Abstract
Purpose
Recent reports indicate that refractory central nervous system (CNS) metastases of non-small cell lung cancer (NSCLC) are improved by high-dose gefitinib or erlotinib administration. We describe a Japanese woman with NSCLC and CNS metastases who was resistant to 75 mg daily erlotinib, but the metastases were improved by 150 mg daily erlotinib. We investigated the plasma and CSF concentrations of erlotinib at each dose as well as the correlation between the plasma and CSF concentrations of erlotinib.
Methods
Including this patient, we administered 150 mg erlotinib daily to nine NSCLC patients with CNS metastases and measured the plasma and CSF concentrations just before administration on day 8. The concentrations were determined using high-performance liquid chromatography with ultraviolet detection.
Results
The plasma and CSF concentrations of erlotinib at a dose of 75 mg were 433 and 14 nM, respectively. The plasma and CSF concentrations of erlotinib at a dose of 150 mg were increased to 1,117 and 44 nM, respectively. The mean ± standard deviation of CSF concentrations and penetration rates were 106 ± 59 nM and 4.5 ± 1.5%, respectively. There was a good correlation (R 2 = 0.84) between plasma and CSF concentrations (P = 0.0005).
Conclusions
This study indicates that CSF concentrations of erlotinib depend on its plasma concentration.
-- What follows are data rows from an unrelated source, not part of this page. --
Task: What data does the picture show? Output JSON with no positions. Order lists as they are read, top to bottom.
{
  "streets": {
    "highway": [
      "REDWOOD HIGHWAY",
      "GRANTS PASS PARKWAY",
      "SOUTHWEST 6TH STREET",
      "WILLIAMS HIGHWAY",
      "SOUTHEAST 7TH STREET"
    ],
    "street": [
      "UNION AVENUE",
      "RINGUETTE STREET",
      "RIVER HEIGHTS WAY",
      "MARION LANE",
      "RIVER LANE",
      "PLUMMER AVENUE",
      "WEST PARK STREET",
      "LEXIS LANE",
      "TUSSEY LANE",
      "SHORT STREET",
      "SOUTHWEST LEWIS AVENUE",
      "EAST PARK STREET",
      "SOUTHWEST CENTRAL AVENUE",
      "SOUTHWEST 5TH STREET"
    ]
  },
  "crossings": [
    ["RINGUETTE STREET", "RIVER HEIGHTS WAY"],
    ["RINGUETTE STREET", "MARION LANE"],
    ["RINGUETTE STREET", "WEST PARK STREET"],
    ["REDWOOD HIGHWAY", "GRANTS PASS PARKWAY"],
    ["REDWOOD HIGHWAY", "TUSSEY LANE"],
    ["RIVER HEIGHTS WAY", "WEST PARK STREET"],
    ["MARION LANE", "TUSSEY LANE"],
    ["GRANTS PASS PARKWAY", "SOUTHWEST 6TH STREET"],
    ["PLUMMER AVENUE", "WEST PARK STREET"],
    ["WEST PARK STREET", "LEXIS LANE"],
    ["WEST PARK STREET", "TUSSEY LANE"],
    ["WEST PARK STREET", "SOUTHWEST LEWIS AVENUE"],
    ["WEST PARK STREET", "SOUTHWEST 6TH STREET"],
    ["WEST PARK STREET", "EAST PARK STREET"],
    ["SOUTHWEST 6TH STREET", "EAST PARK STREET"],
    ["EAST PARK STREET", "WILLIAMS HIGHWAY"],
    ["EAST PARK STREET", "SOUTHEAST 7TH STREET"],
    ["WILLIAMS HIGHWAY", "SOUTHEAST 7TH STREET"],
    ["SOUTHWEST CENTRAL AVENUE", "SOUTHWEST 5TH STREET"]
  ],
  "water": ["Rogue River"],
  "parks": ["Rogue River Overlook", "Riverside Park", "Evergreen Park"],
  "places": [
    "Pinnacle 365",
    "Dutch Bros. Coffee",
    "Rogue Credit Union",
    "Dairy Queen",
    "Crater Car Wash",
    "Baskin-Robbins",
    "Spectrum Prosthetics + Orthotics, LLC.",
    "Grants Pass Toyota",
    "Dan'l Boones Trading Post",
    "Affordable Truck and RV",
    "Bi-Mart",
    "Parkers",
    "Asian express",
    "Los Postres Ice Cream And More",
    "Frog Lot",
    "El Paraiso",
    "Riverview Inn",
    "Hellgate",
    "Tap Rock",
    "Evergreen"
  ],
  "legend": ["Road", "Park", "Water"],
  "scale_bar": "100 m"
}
As seen in this patient, high CSF concentrations of erlotinib can be achieved by high-dose administration, and this finding suggests the efficacy of high-dose administration, especially to refractory CNS metastases of NSCLC patients.
Introduction
Patients with non-small cell lung cancer (NSCLC) who have somatic activating mutations of the epidermal growth factor receptor (EGFR) gene (EGFR mutations) generally respond to EGFR-tyrosine kinase inhibitors (EGFR-TKIs, e.g., gefitinib and erlotinib) [1, 2]. Nevertheless, the majority of these patients experience eventual disease progression, despite an initial dramatic response to treatment. The central nervous system (CNS) is a common site of recurrence, which is thought to be due to penetration of the agents into the CNS [3, 4]. A previous report described refractory CNS metastases of NSCLC that were improved by high-dose gefitinib [5]. Several cases in which CNS metastases resistant to gefitinib were improved by erlotinib have been also reported [6]. In addition, in several articles, intermittent, high-dose erlotinib improved CNS metastases that were resistant to continuous, normal-dose erlotinib [7–9]. These challenges are based on the hypothesis that high cerebrospinal fluid (CSF) concentrations may be achieved by high-dose administration of EGFR-TKIs, with higher CSF concentrations achieved by erlotinib compared with gefitinib. We previously reported the CSF concentrations of erlotinib and its penetration rates in four NSCLC patients with CNS metastases [10]. In this article, we describe a Japanese woman with NSCLC and EGFR mutation having CNS metastases that are resistant to 75 mg daily erlotinib. The metastases were subsequently improved by 150 mg daily erlotinib. We investigated the plasma and CSF concentrations of erlotinib at each dose. Furthermore, including previous data, we investigated the correlation between plasma and CSF concentrations.
Patients and methods
Patients
A 66-year-old Japanese woman was diagnosed with advanced lung adenocarcinoma and EGFR mutation (L858R) 3 years prior. Erlotinib had been administered as fourth line of treatment. Before the initiation of erlotinib, the patient had no CNS metastases. Although partial response (PR) was achieved, the erlotinib dose was reduced from 150 to 75 mg daily due to grade 3 fatigue. After progression-free survival (PFS) of 12 months, the patient experienced recurrent CNS metastases. The plasma and CSF concentrations of erlotinib just before administration of the 75-mg dose were 433 and 14 nM, respectively. The patient received whole-brain radiotherapy (WBRT), but the CNS metastases did not improve (Fig. 1a). The dose was subsequently increased to 150 mg daily; the plasma and CSF concentrations just before administration of erlotinib on day 8 erlotinib were 1,117 and 44 nM, respectively. Four weeks after the initiation of 150 mg administration of erlotinib, CNS metastases improved (Fig. 1b).
Brain magnetic resonance imaging (MRI) in the 66-year-old Japanese female patient. a Brain MRI after whole-brain radiotherapy demonstrated stable brain metastases (arrowheads). At this point, 75 mg daily erlotinib was administered. b Four weeks after initiation of 150 mg daily erlotinib, the metastases were improved (arrowheads)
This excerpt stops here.